2. **Failed Cases (Orange Squares)**:
- **Distribution**: Spread across the entire plot, with higher density in the upper-right quadrant.
- **Response Time**: Ranges from ~50 to 150 seconds.
- **Problem Size**: Extends up to 400, with a notable concentration between 200–400.
- **Trend**: Response time increases significantly with problem size, especially beyond 200.
3. **Outliers**:
- A single successful case (blue circle) at problem size ~100 and response time ~25 seconds.
- A failed case (orange square) at problem size ~350 and response time ~150 seconds (highest observed).
### Key Observations
- **Problem Size vs. Response Time**: Both successful and failed cases show a positive correlation between problem size and response time, but the relationship is much stronger for failed cases.
- **Success Threshold**: Successful outcomes are predominantly associated with problem sizes ≤75, while failures dominate at larger sizes.
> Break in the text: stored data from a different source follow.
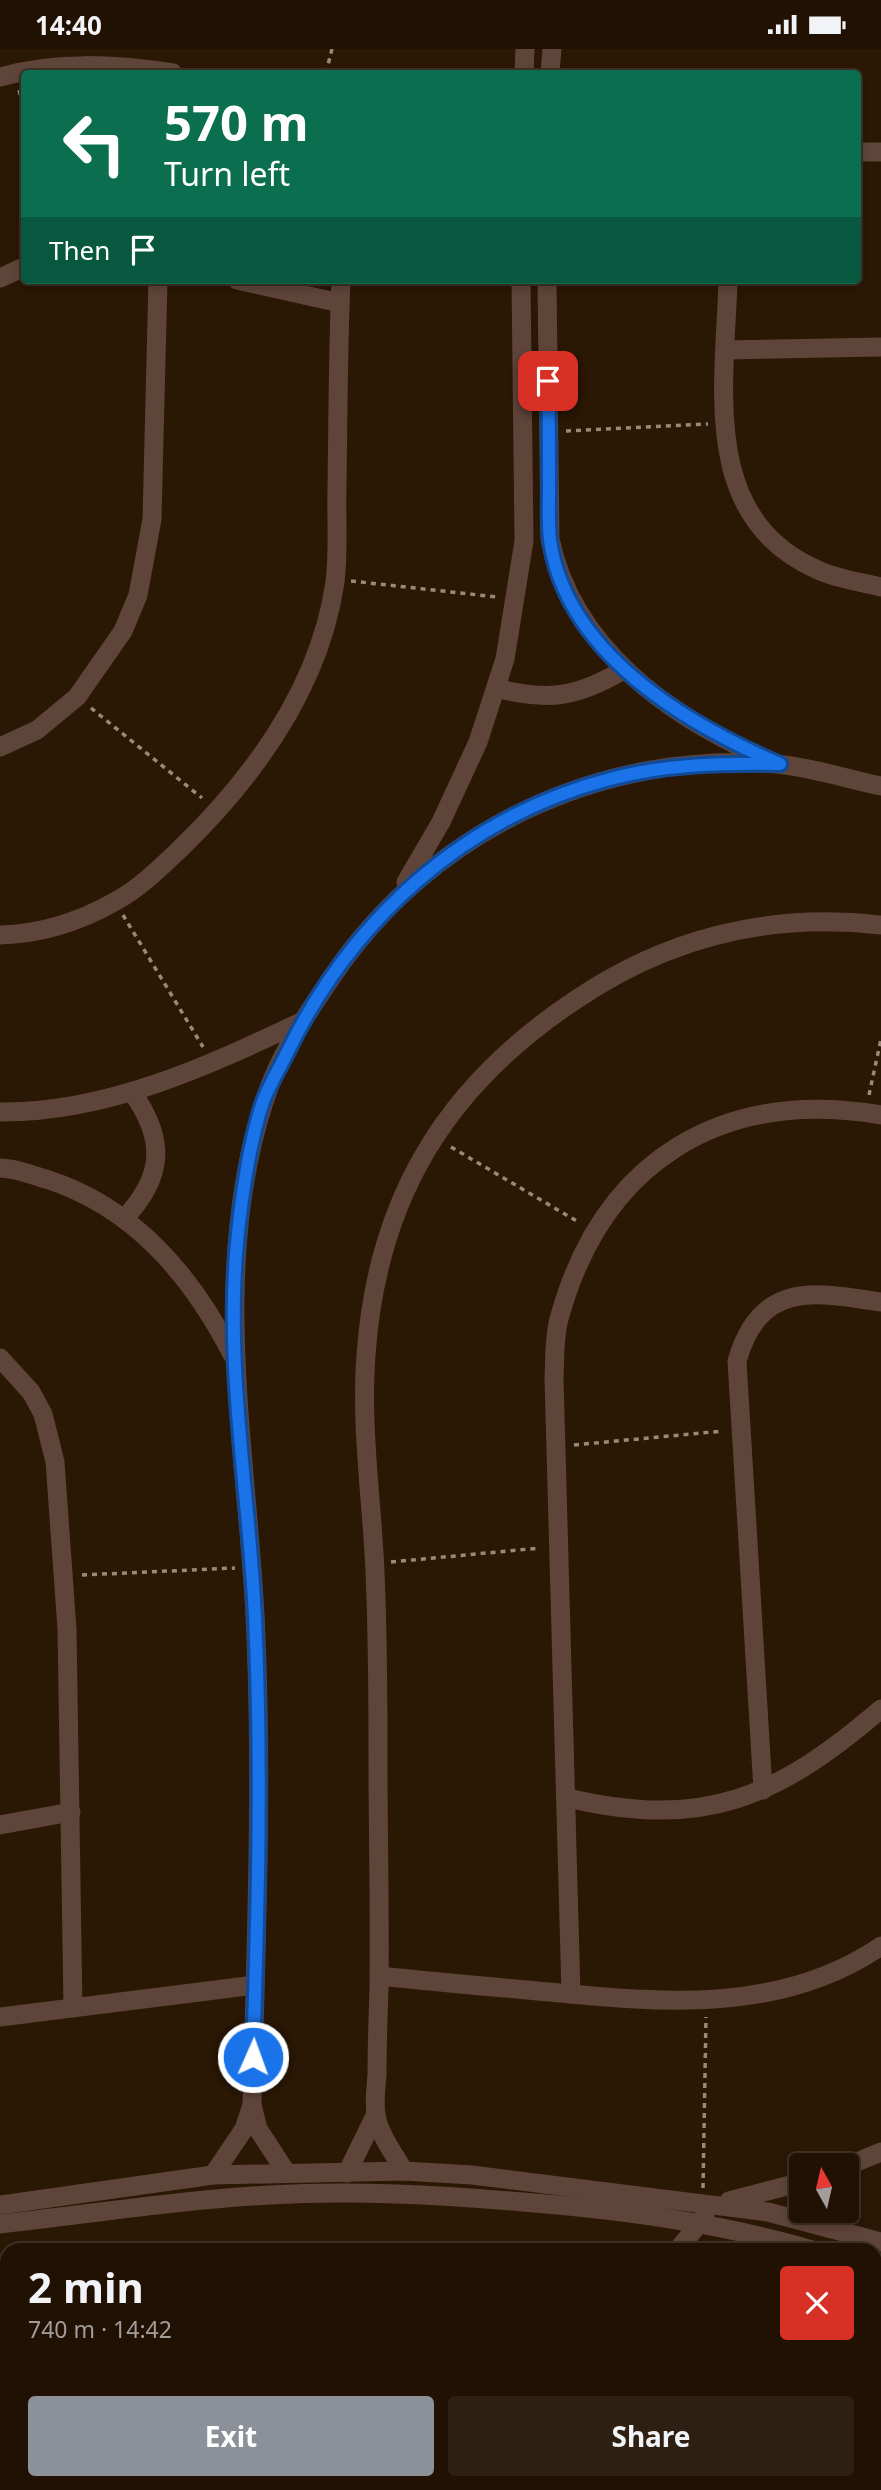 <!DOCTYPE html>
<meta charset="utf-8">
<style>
body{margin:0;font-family:"Noto Sans",sans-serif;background:#2d1f12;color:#f1f3f6;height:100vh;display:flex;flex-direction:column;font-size:26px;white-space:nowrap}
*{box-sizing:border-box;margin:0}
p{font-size:23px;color:#a29d9a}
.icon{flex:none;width:38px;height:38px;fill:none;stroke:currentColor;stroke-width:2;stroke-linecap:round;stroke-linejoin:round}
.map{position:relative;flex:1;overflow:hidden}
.panel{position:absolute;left:0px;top:2194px;width:882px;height:247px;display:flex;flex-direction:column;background:#201103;border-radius:21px 21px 0 0;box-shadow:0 4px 10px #0003,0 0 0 2px #3d3125}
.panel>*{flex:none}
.banner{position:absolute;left:21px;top:21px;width:840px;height:214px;border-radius:7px;box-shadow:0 4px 10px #0003,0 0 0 2px #3d3125;background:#0b6e4f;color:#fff;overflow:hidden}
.needle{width:46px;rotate:352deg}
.tools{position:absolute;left:789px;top:2104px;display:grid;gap:14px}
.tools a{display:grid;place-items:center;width:70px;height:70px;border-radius:7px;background:#201103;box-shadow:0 4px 10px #0003,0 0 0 2px #3d3125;font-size:35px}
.pin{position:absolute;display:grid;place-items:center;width:60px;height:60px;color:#fff;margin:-30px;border-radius:14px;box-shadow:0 4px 10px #0006}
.me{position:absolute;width:77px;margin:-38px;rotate:2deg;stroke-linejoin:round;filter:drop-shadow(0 0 5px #0008)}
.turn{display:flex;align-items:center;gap:24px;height:147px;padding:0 28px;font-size:32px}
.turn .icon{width:91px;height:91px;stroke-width:2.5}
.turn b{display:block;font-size:49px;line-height:60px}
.then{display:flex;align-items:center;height:66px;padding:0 28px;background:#0003;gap:14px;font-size:26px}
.round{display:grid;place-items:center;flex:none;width:74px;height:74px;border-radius:7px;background:#2d1f12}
.headline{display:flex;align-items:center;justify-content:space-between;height:119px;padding:0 28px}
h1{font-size:42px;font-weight:700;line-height:52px}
.cta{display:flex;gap:14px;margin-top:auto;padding:14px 28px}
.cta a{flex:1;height:80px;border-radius:7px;background:#8c9099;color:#fff;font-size:28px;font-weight:700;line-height:80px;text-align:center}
.cta a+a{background:#2d1f12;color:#f1f3f6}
.status{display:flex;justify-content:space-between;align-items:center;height:49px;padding:0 35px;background:#201103;direction:ltr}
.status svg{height:19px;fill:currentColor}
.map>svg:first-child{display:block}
.built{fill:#371f04}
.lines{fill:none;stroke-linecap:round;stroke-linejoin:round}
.path{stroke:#9a897a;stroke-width:3.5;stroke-dasharray:5 5;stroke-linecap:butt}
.service{stroke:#5f4439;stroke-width:10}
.minor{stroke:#5f4439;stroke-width:19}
.route-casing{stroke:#114b97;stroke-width:18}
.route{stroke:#1a73e8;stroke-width:12}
</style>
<div class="status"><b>14:40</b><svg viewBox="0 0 49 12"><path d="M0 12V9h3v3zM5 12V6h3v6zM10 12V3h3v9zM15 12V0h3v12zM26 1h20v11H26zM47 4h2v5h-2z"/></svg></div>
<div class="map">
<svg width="881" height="2441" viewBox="0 0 881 2441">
<rect width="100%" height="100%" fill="#2a1704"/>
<polygon class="built" points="7,2245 7,2434 875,2434 875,2306 881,2309 881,2441 0,2441 0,2246"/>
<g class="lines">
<g class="path">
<polyline points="326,24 332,0"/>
<polyline points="19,41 24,63"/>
<polyline points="566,382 708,375"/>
<polyline points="351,532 497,548"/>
<polyline points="91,659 202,749"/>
<polyline points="123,866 203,998"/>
<polyline points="869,1046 881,990"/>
<polyline points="451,1098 580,1174"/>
<polyline points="574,1396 723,1382"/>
<polyline points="391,1513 540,1499"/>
<polyline points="82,1526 235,1519"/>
<polyline points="703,2139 706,1968"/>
</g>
<g class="service">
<polyline points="0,2317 7,2316"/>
<polyline points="0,2341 7,2340"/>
<polyline points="875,2357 881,2359"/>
<polyline points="875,2383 881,2385"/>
</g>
<g class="minor">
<polyline points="524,24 525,0"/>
<polyline points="550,24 552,0"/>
<path d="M0,28C56,12 115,15 173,24"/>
<polyline points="858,103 881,103"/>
<polyline points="0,229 24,218"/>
<polyline points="237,231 340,254"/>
<path d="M547,231L550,490C573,600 671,669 769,711"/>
<path d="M728,231C725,337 699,469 818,521C837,530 861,533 881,538"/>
<polyline points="726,301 881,298"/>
<path d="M496,639C549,653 578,648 625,620"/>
<polyline points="0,698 37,681 77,648 123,582 138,546 152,470 158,231"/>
<polyline points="406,833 441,773 478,693 505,610 524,492 521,231"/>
<path d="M0,886C40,885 81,872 116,852C141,838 161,818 181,799C255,727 320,637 335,533C339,502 336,469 337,438C338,369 338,300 341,231"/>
<path d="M0,1063C107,1064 208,1017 303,972"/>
<path d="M0,1119C16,1119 31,1126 46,1130C134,1158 191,1226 232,1305"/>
<path d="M124,1170C164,1127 166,1091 132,1043"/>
<polyline points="0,1309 31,1343 43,1365 55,1413 67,1580 73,1959"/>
<path d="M763,1741L737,1312C760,1231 815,1243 881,1253"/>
<path d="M568,1749C704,1781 777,1749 881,1660"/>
<polyline points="0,1776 71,1763"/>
<path d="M379,1927C436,1933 493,1938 549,1943C663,1954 781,1965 881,1897"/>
<path d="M571,1945L554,1329C555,1310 554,1288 559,1270C602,1112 721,1039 881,1066"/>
<polyline points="0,1968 255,1936"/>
<polyline points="847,2117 881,2103"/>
<path d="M404,2122C394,2105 379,2085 376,2066C374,2053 376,2038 377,2026C377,1997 378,1968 379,1939C380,1862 378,1786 378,1709C378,1641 378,1572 374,1504C370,1438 361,1371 366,1306C377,1150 445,1038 574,952C666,889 770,863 881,876"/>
<path d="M286,2123L258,2080L252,2056C256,1893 263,1730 255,1566C246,1396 210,1219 264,1053C278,1008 306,966 332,928C430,782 600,701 776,715C811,718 847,730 881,737"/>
<polyline points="347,2124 376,2065"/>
<polyline points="213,2126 244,2080 252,2056"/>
<polyline points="729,2152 802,2133"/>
<polyline points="0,2156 213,2126 404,2122 472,2126 768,2163 881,2193"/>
<path d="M0,2175C90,2165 179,2151 269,2146C354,2141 439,2146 523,2153C622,2161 721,2174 816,2202"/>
<polyline points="677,2202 705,2167"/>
<polyline points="875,2220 881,2222"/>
<polyline points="697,2434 704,2441"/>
</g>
</g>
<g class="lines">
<defs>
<path id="route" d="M253,2008C258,1861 262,1715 255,1568C249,1444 225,1318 237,1194C241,1151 250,1089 264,1050C270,1035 279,1020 286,1006C351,871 464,768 610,730C666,715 723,714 780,715C686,675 566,604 550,491C548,474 549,456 549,438C549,403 549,367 548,332"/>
</defs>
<use href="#route" class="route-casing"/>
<use href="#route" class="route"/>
</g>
</svg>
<div class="tools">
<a><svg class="needle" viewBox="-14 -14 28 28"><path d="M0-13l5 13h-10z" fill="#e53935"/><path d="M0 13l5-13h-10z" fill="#a29d9a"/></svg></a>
</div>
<div class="pin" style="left:548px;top:332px;background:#d93025"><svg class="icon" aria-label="arrive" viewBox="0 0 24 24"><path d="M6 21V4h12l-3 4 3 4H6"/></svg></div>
<svg class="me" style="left:253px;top:2008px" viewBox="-20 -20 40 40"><circle r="17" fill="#1a73e8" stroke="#fff" stroke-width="3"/><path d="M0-11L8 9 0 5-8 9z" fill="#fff"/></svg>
<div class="banner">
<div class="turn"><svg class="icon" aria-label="left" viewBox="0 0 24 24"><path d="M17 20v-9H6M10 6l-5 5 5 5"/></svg><div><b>570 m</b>Turn left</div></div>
<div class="then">Then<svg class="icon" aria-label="arrive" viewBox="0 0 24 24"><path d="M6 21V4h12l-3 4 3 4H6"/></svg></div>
</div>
<section class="panel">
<div class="headline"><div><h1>2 min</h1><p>740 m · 14:42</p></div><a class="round" style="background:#d93025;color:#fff"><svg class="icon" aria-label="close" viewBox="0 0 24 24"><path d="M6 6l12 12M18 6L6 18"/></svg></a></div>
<div class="cta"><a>Exit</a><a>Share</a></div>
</section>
</div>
- **Response Time Variability**: Failed cases exhibit greater variability in response times, with some instances exceeding 125 seconds.
### Interpretation
The data suggests that problem size is a critical factor in determining the success of the Gemini-2.0-flash-thinking-exp-01-21 experiment. Successful outcomes are consistently achieved for smaller problem sizes (≤75), with response times remaining efficient (10–30 seconds). As problem size increases beyond 75, the likelihood of failure rises sharply, accompanied by a proportional increase in response time. This implies potential limitations in the model's ability to handle larger inputs efficiently, possibly due to computational constraints or algorithmic complexity. The failed cases at the highest problem sizes (300–400) with response times near 150 seconds may indicate timeouts or resource exhaustion, highlighting a need for optimization or scaling strategies for larger-scale applications.
</details>
Figure 9: Reasoning effort quantified by response time for Gemini-2.0-flash-thinking.
A.3 Cost
Total cost of these experiments was around 80 USD in API credits.